The main result of the talks was a roadmap to reach a final agreement within 60 days. The creation of a communication channel for the safe passage of commercial ships through the Strait of Hormuz, and a mechanism to reduce tensions in Lebanon, were also among the concrete topics. So, what the market has in front of it is not a completed peace story, but a delicate diplomacy path that must be followed carefully. For this reason, although optimism can be felt in pricing, caution has not completely disappeared.
Gold’s story is not only about geopolitics. The main big test is still the Fed. Expectations that interest rates may stay high for longer continue to weigh on gold. Gold is trading at $4,191, down 0.67%. That is why the core PCE data to be announced this week is not just another data point.

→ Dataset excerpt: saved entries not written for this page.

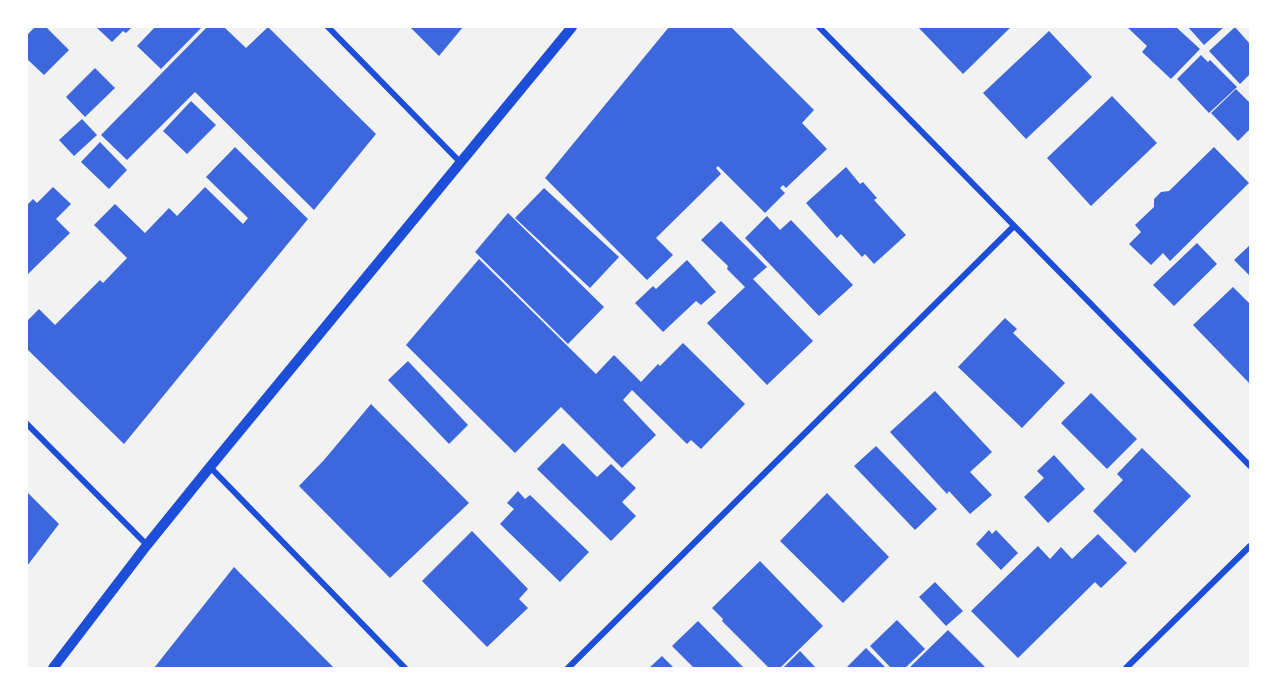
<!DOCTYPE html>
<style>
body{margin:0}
#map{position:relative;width:1277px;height:695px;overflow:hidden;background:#f2f2f2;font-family:Manrope,sans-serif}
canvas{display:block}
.frame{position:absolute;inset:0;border:28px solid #fff;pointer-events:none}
</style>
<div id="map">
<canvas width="1277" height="695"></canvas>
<div class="frame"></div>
</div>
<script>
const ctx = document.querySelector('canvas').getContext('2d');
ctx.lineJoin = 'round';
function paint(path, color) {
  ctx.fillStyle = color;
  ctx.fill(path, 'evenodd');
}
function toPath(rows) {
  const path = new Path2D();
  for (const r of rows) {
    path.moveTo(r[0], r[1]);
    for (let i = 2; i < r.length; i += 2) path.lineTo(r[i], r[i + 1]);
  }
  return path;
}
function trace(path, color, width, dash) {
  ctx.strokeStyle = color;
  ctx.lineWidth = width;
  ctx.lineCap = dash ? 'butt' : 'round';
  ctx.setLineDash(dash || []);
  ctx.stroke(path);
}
paint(toPath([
 [35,27,46,27,69,50,44,75,27,59,27,35],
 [96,27,132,27,126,33,123,31,112,42],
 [155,27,202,27,161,69,137,46],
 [207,27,224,27,246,48,268,27,376,134,314,210,195,92,127,160,101,135],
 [410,27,463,27,439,56],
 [669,27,731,27,814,110,802,123,827,149,786,188,783,185,780,188,785,193,765,213,718,166,716,168,721,174,656,238,673,255,647,280,545,178],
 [918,27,1011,27,963,74],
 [1127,27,1176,27,1200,49,1171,79,1142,52,1147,46],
 [1188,27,1224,27,1204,45],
 [1235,27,1250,44,1250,74,1240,84,1209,51],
 [1049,31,1092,77,1026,139,983,93],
 [1201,55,1208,62,1210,60,1237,87,1209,113,1177,79],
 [95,68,115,88,85,117,66,97],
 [1236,89,1250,103,1250,129,1238,141,1211,113],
 [1112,96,1157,143,1091,206,1047,158],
 [191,101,216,125,187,154,163,131],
 [82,119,97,135,74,156,59,140],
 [100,142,127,170,109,189,81,162],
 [235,147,308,219,124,444,27,349,27,321,39,309,55,325,100,280,103,283,127,258,94,225,115,204,145,233,169,208,177,216,205,187,243,224,248,218,206,177],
 [1214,147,1249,183,1170,261,1163,253,1151,265,1129,244,1141,232,1135,225,1154,207,1154,199,1161,192,1169,191],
 [846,167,860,184,863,182,877,198,874,200,906,235,874,264,865,254,862,257,841,234,837,238,806,203],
 [53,187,71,204,56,219,70,233,27,275,27,205,33,199,37,203],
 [544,188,619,257,590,288,515,218],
 [508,213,604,307,568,344,475,252],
 [767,216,780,230,791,220,853,285,819,316,745,238],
 [721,221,767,267,753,279,813,341,767,385,707,323,745,287,727,269,728,266,701,240],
 [1197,243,1217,264,1174,306,1153,285],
 [1250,245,1250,276,1234,260],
 [479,259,596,374,614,355,641,382,658,364,660,366,683,343,745,404,701,449,691,440,687,444,632,390,623,400,656,435,622,468,561,407,515,453,406,345],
 [687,260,716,292,701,305,696,301,663,332,635,303,653,286,656,289],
 [1233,287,1250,304,1250,384,1193,325],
 [1005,318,1017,329,1013,333,1065,383,1022,428,958,367],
 [408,361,468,425,449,444,388,380],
 [935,391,992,452,970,472,992,495,970,514,949,491,947,494,890,432],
 [1091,393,1137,439,1107,469,1061,423],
 [371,404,469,503,390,578,299,486,324,460],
 [563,443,597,477,611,464,636,488,622,502,636,516,611,541,537,469],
 [876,446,937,509,915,530,854,466],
 [1142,448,1191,496,1135,553,1093,511,1123,480,1117,474],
 [1054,455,1085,489,1048,523,1024,497,1044,478,1037,471],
 [518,491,525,499,530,495,589,552,560,582,500,524,514,509,507,503],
 [27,492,59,524,27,566],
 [827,493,889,557,843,603,780,541],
 [989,530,992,534,996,530,1018,553,1001,570,976,544],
 [472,531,528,589,519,599,528,608,487,647,422,581],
 [1098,534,1127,563,1101,588,1095,582,1018,658,971,611,1038,546,1050,559,1061,547,1072,559],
 [760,561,823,626,780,668,769,668,722,621,723,619,712,608],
 [234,567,334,668,154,668],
 [935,582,963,611,946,626,919,597],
 [897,620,925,649,905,668,891,668,870,646],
 [698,621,744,668,694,668,672,646],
 [948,630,986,668,909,668],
 [866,648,886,668,846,668],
 [800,651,816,668,783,668],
 [662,656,674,668,649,668]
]), '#3d67dc');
trace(toPath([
 [328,27,460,162],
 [819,27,1250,466],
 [27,424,147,545],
 [210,467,405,668],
 [568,668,1014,226],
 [1126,668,1250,546]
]), '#1d4ed8', 6);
trace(toPath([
 [53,668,147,545,210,467,572,27]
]), '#1d4ed8', 10);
</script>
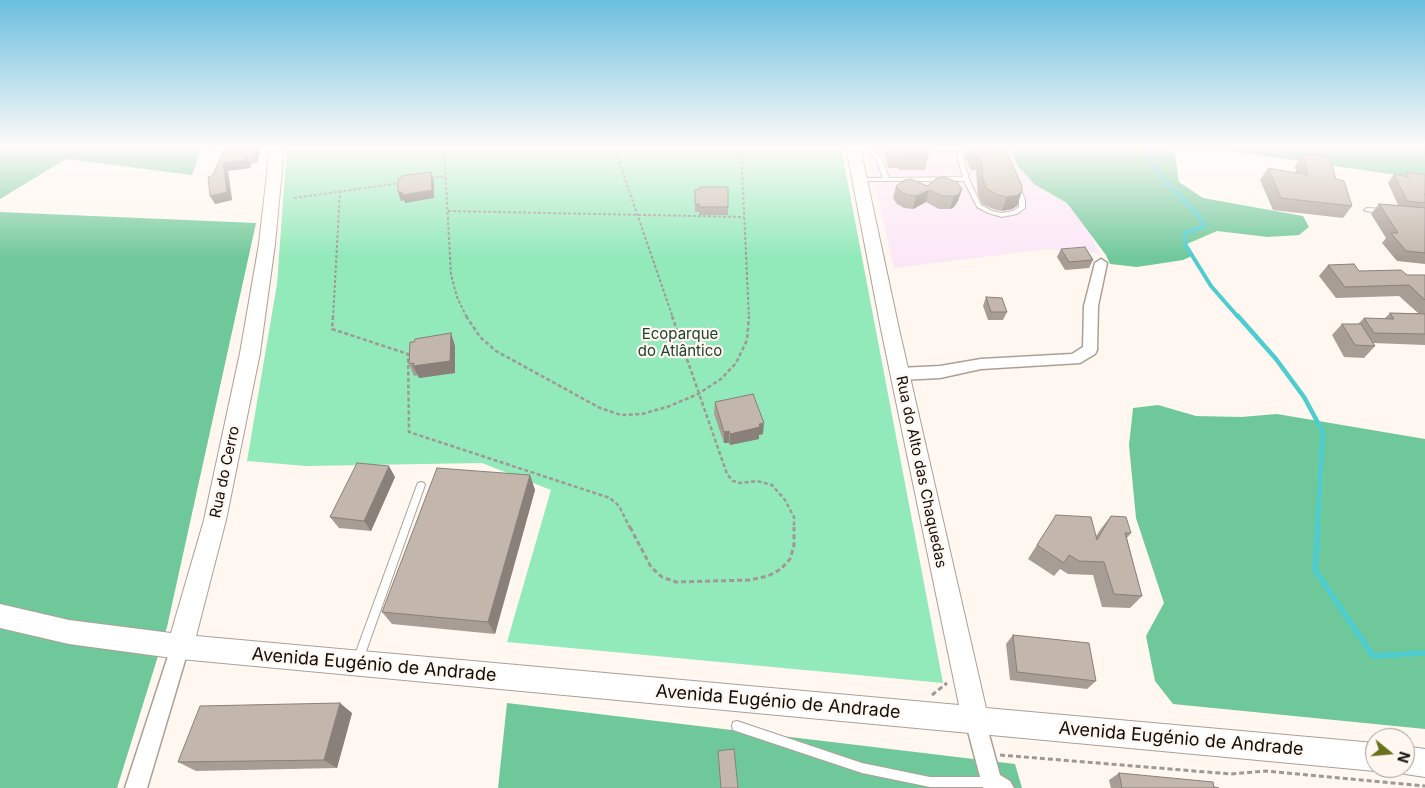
<!DOCTYPE html>
<meta charset="utf-8">
<style>
body{margin:0}
#map{position:relative;width:1425px;height:788px;overflow:hidden;background:#fff7f0;font-family:Inter,sans-serif}
canvas{display:block}
.north{position:absolute;left:1365px;top:728px;width:50px;height:50px;box-sizing:border-box;background:#fff7f0;border:1px solid #a19a94;border-radius:50%;rotate:107deg;font-size:14px;font-weight:700;line-height:20px;text-align:center;color:#130f0b}
.north::after{content:'';display:block;margin:auto;width:18px;height:22px;background:#69721b;clip-path:polygon(50% 0,100% 100%,50% 72%,0 100%)}
</style>
<div id="map">
<canvas width="1425" height="788"></canvas>
<div class="north">N</div>
</div>
<script>
const context = document.querySelector('canvas').getContext('2d');
context.lineJoin = 'round';
function paint(path, color) { context.fillStyle = color; context.fill(path, 'evenodd'); }
const shape = rows => new Path2D(rows.map(r => 'M' + r).join(''));
function strokePath(path, color, width, dash) { context.strokeStyle = color; context.lineWidth = width; context.lineCap = dash ? 'butt' : 'round'; context.setLineDash(dash || []); context.stroke(path); }
function label(font, color, halo, rows, align = 'center') {
  context.font = font + ' Inter,sans-serif'; context.lineWidth = 4.5; context.setLineDash([]); context.textBaseline = 'middle'; context.strokeStyle = halo; context.fillStyle = color; for (const [text, x, y, turn = 0] of rows) {
    context.save(); context.translate(x, y); context.rotate((+turn || 0) * Math.PI / 180); context.textAlign = isNaN(turn) ? turn : align; if (halo) context.strokeText(text, 0, 0); context.fillText(text, 0, 0); context.restore();
  }
}
const industrial = shape([
 [866,147,1051,147,1099,253,1048,249,894,268]
]);
const green = shape([
 [287,147,841,147,943,683,507,642,551,490,482,463,306,466,247,461,277,284]
]);
const forest = shape([
 [0,147,202,147,192,175,66,159,0,199],
 [1010,147,1174,147,1179,182,1203,198,1303,216,1309,227,1299,235,1268,237,1217,231,1187,244,1194,255,1183,260,1137,267,1110,264,1106,255,1067,203,1034,184,1018,166],
 [1202,147,1425,147,1425,179],
 [0,212,256,223,167,627,117,788,0,788],
 [1158,405,1196,416,1241,417,1277,414,1425,439,1425,729,1173,704,1155,681,1146,636,1164,603,1136,518,1129,445,1133,408],
 [507,703,1015,764,1022,788,498,788]
]);
const streamFar2 = shape([
 [1152,147,1151,162,1163,179,1199,216,1204,227,1185,233,1185,244,1211,286,1239,318]
]);
const streamFar1 = shape([
 [1238,316,1276,359,1304,397,1323,432,1317,528]
]);
const stream = shape([
 [1318,527,1315,570,1373,656,1425,653]
]);
const pathFar2 = shape([
 [444,147,451,275,457,297,467,318],
 [614,147,673,318],
 [741,147,749,318],
 [431,178,446,176],
 [294,198,401,183],
 [448,211,744,217],
 [333,318,340,191]
]);
const pathFar1 = shape([
 [333,316,332,329,408,354,409,432,610,498,619,506,630,528],
 [466,316,480,337,496,351,600,408,621,415,642,414,667,407,698,394,721,379,736,363,747,340,749,316],
 [672,316,727,474,733,481,740,483,757,481,772,485,785,500,794,517,794,528]
]);
const path = shape([
 [630,527,651,567,662,577,676,582,750,580,768,576,781,569,790,559,794,545,794,527],
 [932,695,947,683],
 [1000,755,1231,774,1265,771,1425,786]
]);
const lane = shape([
 [867,147,873,147,882,160,889,178,963,177,957,157,960,150,964,147,972,147,965,152,963,157,969,179,981,205,992,211,1002,213,1013,211,1019,207,1019,200,1014,187,1017,185,1020,187,1025,200,1025,208,1017,214,1002,217,988,213,977,207,964,181,858,181,858,179,860,178,883,178,877,161,867,147],
 [1367,208,1383,209,1386,211,1383,213,1365,211,1364,210,1367,208],
 [421,482,424,483,425,485,363,660,361,663,358,665,355,663,353,660,417,485,418,483,421,482],
 [737,721,862,763,930,777,991,777,995,778,996,782,995,786,991,787,930,787,862,773,733,730,732,726,733,722,737,721]
]);
const street = shape([
 [1101,259,1107,263,1098,306,1097,350,1095,354,1080,363,981,369,940,378,900,380,895,378,893,374,895,370,900,368,940,366,981,359,1072,354,1083,347,1084,306,1095,263,1101,259],
 [180,638,187,640,189,647,147,788,125,788,171,647,173,640,180,638],
 [975,710,982,713,985,720,1000,775,1010,781,1014,788,983,788,965,720,968,713,975,710]
]);
const secondary = shape([
 [270,147,284,147,275,244,260,353,226,520,196,636,959,705,881,329,846,147,860,147,899,329,986,708,1375,743,1375,768,1382,768,1375,771,180,659,69,644,0,628,0,604,69,620,171,633,204,520,240,353,259,244,270,147],
 [1405,746,1425,749,1425,777,1405,774,1395,770,1394,768,1405,768,1405,746]
]);
const wall = shape([
 [226,147,260,147,261,149,257,163,251,164,250,168,228,171,232,200,215,204,212,176],
 [883,147,927,147,929,154,925,170,899,170,898,168,888,168],
 [968,147,1006,147,1006,151,1022,191,1017,206,1012,209,1002,211,993,209,982,204,978,195,976,170,971,170,965,157],
 [1303,154,1336,179,1352,206,1343,218,1273,210,1260,180,1268,168,1296,173,1295,166],
 [1407,172,1425,175,1425,264,1397,261,1382,243,1386,238,1371,214,1379,204,1398,205,1388,183,1394,174,1405,176],
 [896,186,927,186,962,189,958,201,954,207,950,209,939,209,926,202,913,209,904,208,897,204,893,198],
 [728,187,728,215,699,215,699,212,695,212,695,204],
 [1061,249,1093,260,1089,268,1065,270,1057,257],
 [1328,265,1359,271,1407,275,1425,275,1425,345,1373,343,1375,346,1364,358,1344,357,1332,335,1342,324,1358,324,1364,318,1384,319,1390,313,1418,313,1399,296,1336,298,1319,276],
 [986,297,1007,312,1003,320,988,320,983,306],
 [455,346,455,373,419,378,418,375,414,376,409,364],
 [715,402,763,434,759,435,759,439,730,445,729,443,724,443,714,414],
 [530,475,535,490,495,634,392,624,382,612],
 [395,477,371,531,339,528,330,517],
 [1056,515,1096,536,1100,530,1111,516,1131,533,1127,538,1142,596,1130,608,1102,607,1093,575,1068,574,1060,569,1054,576,1028,559],
 [1013,635,1096,681,1087,689,1010,680,1006,644],
 [352,713,337,768,196,771,178,762],
 [1119,773,1214,787,1219,788,1111,788,1109,780]
]);
const shadedWall = shape([
 [255,147,260,147,261,149,257,163,253,155],
 [247,156,251,164,250,168,228,171,232,200,215,204,210,196,223,163],
 [431,172,434,181,434,198,405,203,404,200,401,201,398,192],
 [962,189,958,201,954,207,950,209,954,196],
 [929,190,926,202,913,209,916,196],
 [1022,191,1017,206,1012,209,1002,211,1007,197],
 [451,333,455,346,455,373,419,378,413,366],
 [764,423,763,434,759,435,759,439,730,445,730,434],
 [729,431,729,443,724,443,724,432],
 [389,466,395,477,371,531,364,521],
 [530,475,535,490,495,634,488,622],
 [340,703,352,713,337,768,324,760]
]);
const building = shape([
 [226,147,255,147,253,155,247,156,246,160,223,163,227,192,210,196,208,177,212,176,226,147],
 [890,147,927,147,929,154,902,154,902,152,891,152,890,147],
 [971,147,1006,147,1006,151,1022,186,1022,191,1018,195,1007,197,998,195,987,189,983,180,981,156,976,156,971,147],
 [1303,154,1330,158,1336,179,1344,181,1352,206,1281,198,1268,168,1308,175,1303,154],
 [431,172,432,190,402,195,402,192,398,192,398,179,402,178,402,176,431,172],
 [1407,172,1425,175,1425,194,1424,194,1425,196,1425,203,1407,201,1394,174,1409,177,1407,172],
 [944,177,957,182,962,189,958,195,954,196,943,196,929,190,916,196,907,195,900,191,896,186,905,180,911,179,927,186,937,178,944,177],
 [700,187,728,187,728,207,699,207,699,204,695,204,695,190,700,189,700,187],
 [1379,204,1425,208,1425,253,1406,251,1391,233,1398,233,1379,204],
 [1085,247,1093,260,1069,262,1061,249,1085,247],
 [1354,264,1359,271,1401,270,1407,275,1425,275,1425,300,1409,285,1345,287,1328,265,1354,264],
 [986,297,1002,298,1007,312,991,312,986,297],
 [1390,313,1425,314,1425,334,1374,333,1364,318,1394,319,1390,313],
 [1342,324,1361,324,1375,346,1355,345,1342,324],
 [451,333,450,361,413,366,414,363,409,364,410,342,414,342,415,339,451,333],
 [753,394,764,423,759,424,760,427,730,434,729,431,724,432,715,402,753,394],
 [357,463,389,466,364,521,330,517,357,463],
 [437,468,530,475,488,622,382,612,437,468],
 [1056,515,1091,517,1097,540,1111,516,1126,517,1131,533,1125,533,1142,596,1114,594,1104,562,1079,561,1069,555,1064,563,1037,545,1056,515],
 [1013,635,1089,643,1096,681,1017,672,1013,635],
 [340,703,324,760,178,762,200,706,340,703],
 [734,749,738,788,721,788,718,751,734,749],
 [1119,773,1213,782,1214,787,1219,788,1122,788,1119,773]
]);
const parkNames = [
 ["Ecoparque",680,334],
 ["do Atlântico",680,351]
];
const streetNames = [
 ["Rua do Cerro",225,472,-78],
 ["Rua do Alto das Chaquedas",921,472,78]
];
const nearStreetnames = [
 ["Avenida Eugénio de Andrade",374,665,5],
 ["Avenida Eugénio de Andrade",778,702,5],
 ["Avenida Eugénio de Andrade",1181,739,5]
];
paint(industrial, '#fce7f7');
paint(green, '#92e9ba');
paint(forest, '#6fc899');
strokePath(streamFar2, '#4ecdd1', 4);
strokePath(streamFar1, '#4ecdd1', 4.5);
strokePath(stream, '#4ecdd1', 5.5);
strokePath(lane, '#aca096', 2);
strokePath(street, '#aca096', 3);
strokePath(secondary, '#aca096', 2);
strokePath(pathFar2, '#9f9993', 2, [3, 2]);
strokePath(pathFar1, '#9f9993', 2.5, [4, 2.5]);
strokePath(path, '#9f9993', 3, [5, 3]);
paint(lane, '#fff');
paint(street, '#fff');
paint(secondary, '#fff');
paint(wall, '#a89d95');
paint(shadedWall, '#888079');
paint(building, '#c3b7ad');
strokePath(building, '#888079', 1);
const sky = context.createLinearGradient(0, 0, 0, 258);
sky.addColorStop(0, '#6abedf');
sky.addColorStop(0.57, '#fffbf8');
sky.addColorStop(1, '#fffbf800');
context.fillStyle = sky;
context.fillRect(0, 0, 1425, 258);
label('15px', '#1b422e', '#fff7f0', parkNames);
label('15px', '#130f0b', '#fff7f0', streetNames);
label('18px', '#130f0b', '#fff7f0', nearStreetnames);
</script>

It will be the level where the market forms its new view about the Fed. A strong inflation figure may slow down gold’s upward moves again. Still, gold’s ground is not completely weak. Central bank purchases, especially the reserve diversification trend led by China, and the long-term positive expectations of major institutions continue to create a strong base under gold. In the short term, the cold breath of the Fed is still being felt. But in the long term, the quiet and steady buying of central banks keeps gold’s story alive.
Silver looks stronger than gold today. This metal, where industrial demand and investment interest meet, is positively diverging at around $66. On the platinum and palladium side, the picture is weaker. Platinum is down 1.14% at $1,674, while palladium is down 0.75% at $1,272.
So, in these days when the direction of the wind can change at any moment, which story will precious metals follow: the story of peace, or the shadow of interest rates?